If ever there was a reminder of how important journalism is and how it must remain a part of our daily lives, “Spotlight” is it. In our age of 140-character Tweets, cranked out news blurbs and the fact that most people usually find their news on Facebook, it is easy to forget that there was a time, not long ago, when months-long investigations took place and the results reverberated throughout society in pieces of writing that far exceed what people are generally willing to read (or watch) today.
In many ways, “Spotlight” is a sort of painful farewell to those days, but it nonetheless remains a bittersweet reminder that journalism—though it has been chopped up and repackaged into Tweet-sized capsules for easy digestion—often has an earth-shattering impact.
Like a good piece of investigative journalism, “Spotlight” opens with a look at the past; the first signs of trouble appear when a Catholic priest ends up in a police station for the molestation of a child. The arrest, however, is kept secret by the Church in attempt to maintain face. More accusations come out and are quickly brushed under a rug of concealment that the Catholic Church spends years making. Picking up in 2001, reporters at the Boston Globe notice a thread sticking out from that same rug and, as their job entails, they start to explore, follow and pull on this thread. What is revealed is a massive cover up of hundreds of incidents involving Catholic priests, not just in Boston, but around the world.
“Spotlight” continues its investigative storytelling method by laying out the facts. While it isn’t concerned with its characters — though they are fascinating and memorable — the film is more attentive to its pacing, which results in a deliberately structured movie that never fails to be intriguing as subtle revelations hit with the power of a sledgehammer. Director Tom McCarthy handles these moments with great talent, though it’s his handling of the highly sensitive subject matter that really deserves commendation, given that he never minimizes any of the real life tragedies the survivors faced.
Leading the investigation is a group of excellent actors firing on all cylinders. Mark Ruffalo, Michael Keaton, Rachel McAdams and Brian d’Arcy James prove to be an exceptional group of actors who never try to take center-stage as they each deliver solid, thoughtful performances.
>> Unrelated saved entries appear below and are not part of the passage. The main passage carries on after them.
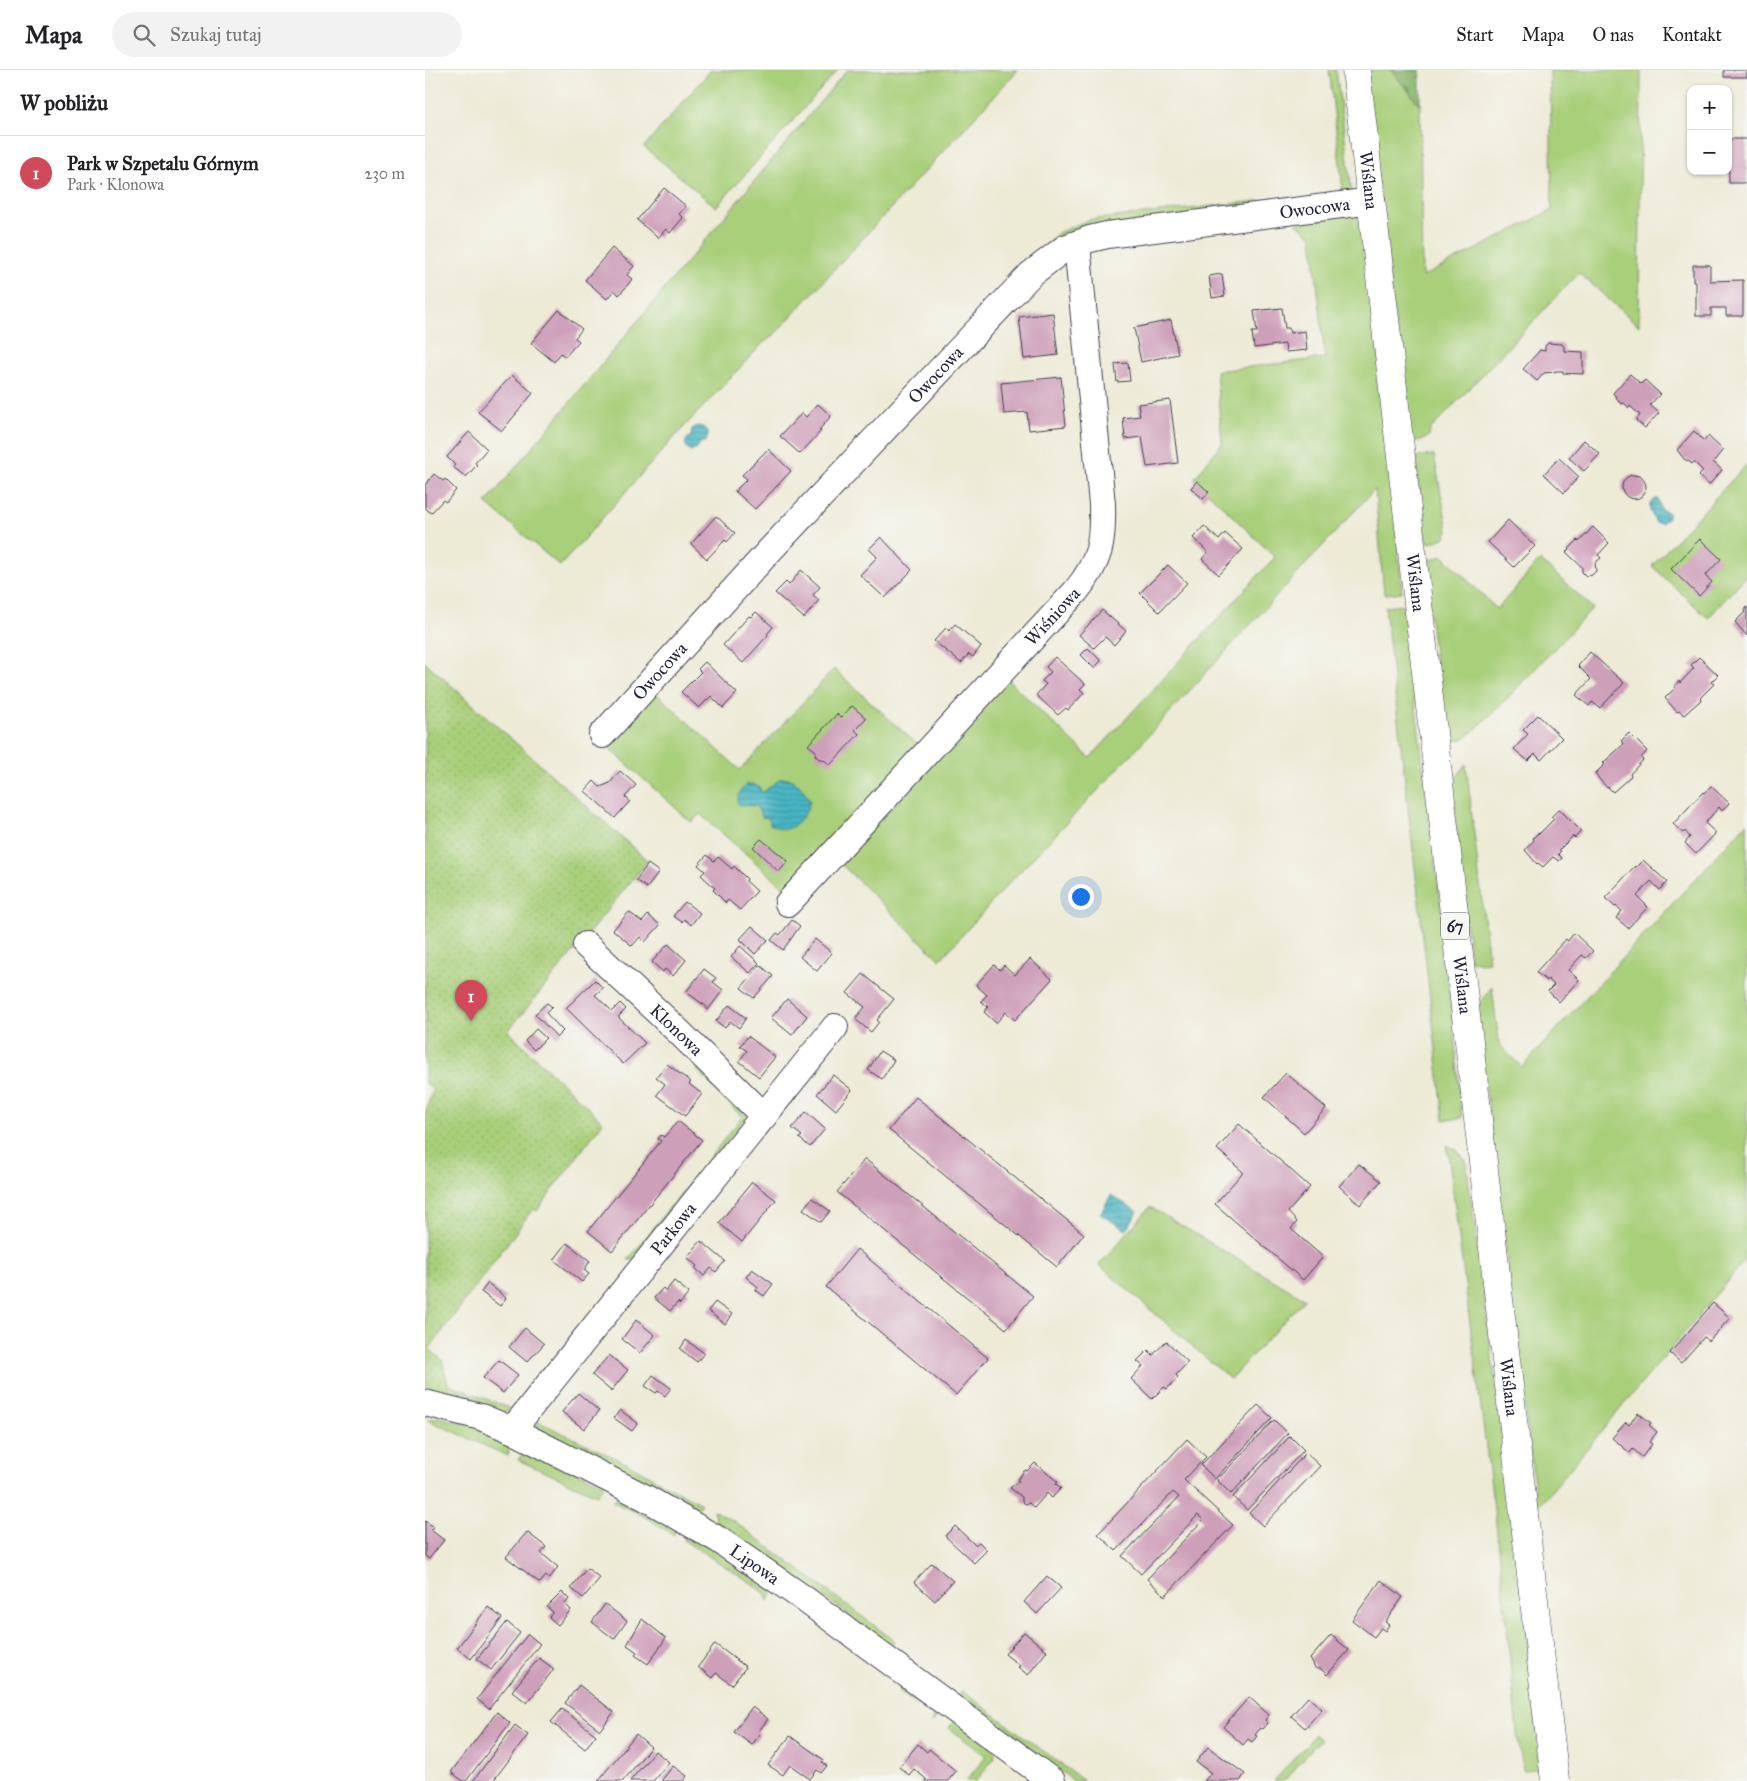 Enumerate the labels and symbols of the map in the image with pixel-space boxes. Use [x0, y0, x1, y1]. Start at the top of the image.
street label: Wiślana [1355, 150, 1383, 211]
street label: Owocowa [1278, 193, 1352, 224]
street label: Owocowa [903, 341, 968, 408]
street label: Wiślana [1401, 552, 1430, 613]
street label: Wiśniowa [1020, 582, 1085, 650]
street label: Owocowa [628, 637, 692, 705]
your location [1068, 884, 1094, 910]
road number: 67 [1441, 912, 1469, 939]
street label: Wiślana [1448, 955, 1477, 1016]
pin: 1 [455, 980, 487, 1021]
street label: Klonowa [645, 999, 708, 1061]
street label: Parkowa [646, 1198, 701, 1259]
street label: Wiślana [1495, 1357, 1524, 1418]
street label: Lipowa [725, 1540, 784, 1590]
There is a moment in “Spotlight” when the audience sees the exterior of the Boston Globe building and right next to it is a billboard advertising AOL. It is a bit tongue-in-cheek, but there’s no denying how much the times have changed. “Spotlight” honors those times and those who fought to make the truth apparent despite so much censorship, cover-up and conspiracy—it is one of the most important films of the year.
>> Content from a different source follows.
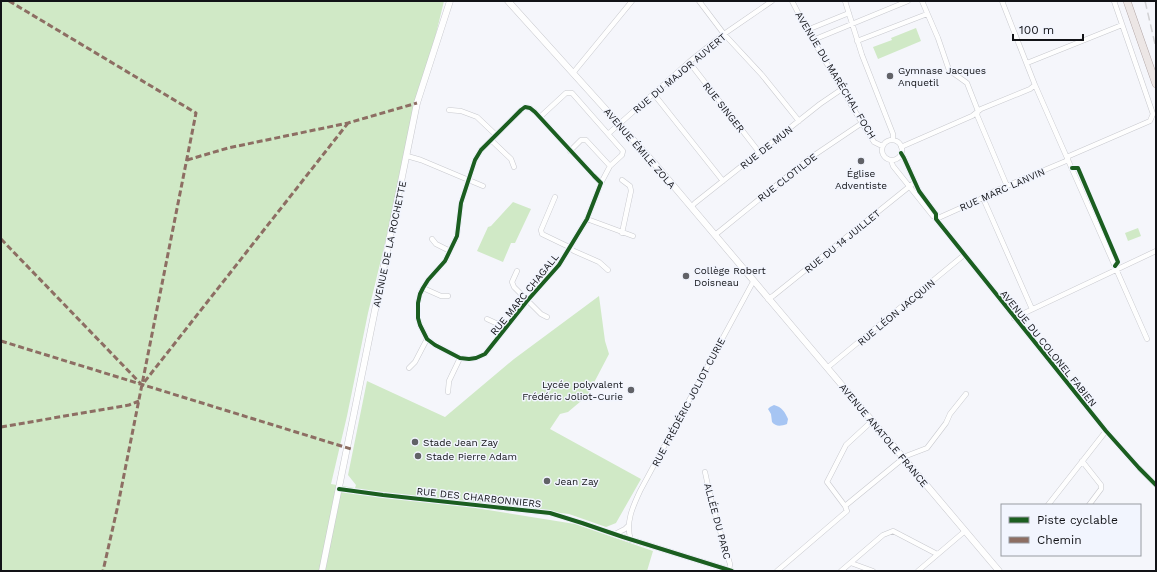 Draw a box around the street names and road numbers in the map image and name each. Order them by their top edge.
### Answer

One of the main duties of a journalist is to be a watchdog for society. We report what we see, detail facts, do our research and only when we are sure that what we have is the truth do we send it out. Oftentimes, journalists don’t attack or defend an idea, but instead relay facts to let the reader decide on a stance. “Truth” plays on this notion as it recounts the events surrounding the downfall of Dan Rather and the controversial 60 Minutes report that raised questions regarding President Bush’s military service. While the film does raise intriguing questions, it points its finger all too blatantly at CBS.
Following Mary Mapes (Cate Blanchett), Dan Rather (Robert Redford) and their hodge-podge team comprised of Dennis Quaid, Elisabeth Moss and Topher Grace, “Truth” starts off by asking tough questions about Bush and his military service, even making the audience wonder whether or not he reported for duty. However, it proceeds to devolve into an attack on the media—specifically CBS. Given that the film is adapted from the memoir written by Mapes—who was subsequently fired from CBS in the aftermath of the report—there is a clear bias in reporting the facts.
Controversies aside, “Truth” succeeds in building a likable friendship between Mapes and Rather, as Blanchett and Redford both give excellent performances. Aside from these two leads, however, the supporting cast could’ve benefited from more attention. Blanchett is the standout, showing us a fully formed, realistic character despite an underutilized supporting cast. Redford is also admirable, giving the audience a likable portrayal of the fabled newscaster.
So, who is to blame for the inaccurate reporting, or the supposedly forged documents? First, it is the sources, given that they admitted to lying and providing false information to the press, the focus then turns to the reporters who proceed to place the blame on the higher-ups at CBS. It is a mess of playing the blame-game that doesn’t really get at the truth of the matter, but instead leaves everyone upset with everyone else, never coming to terms with what happened.
There is a lot of bitterness in “Truth,” whether it is warranted or not. It is mostly well-acted and it raises heavy questions that audience members must answer for themselves. Ultimately, the film falls short of its potential because of its abundance of finger pointing and bland supporting cast. “Truth,” like any well-written journalistic story, would be a better film if it paid greater attention to the facts and less attention to finding someone to blame.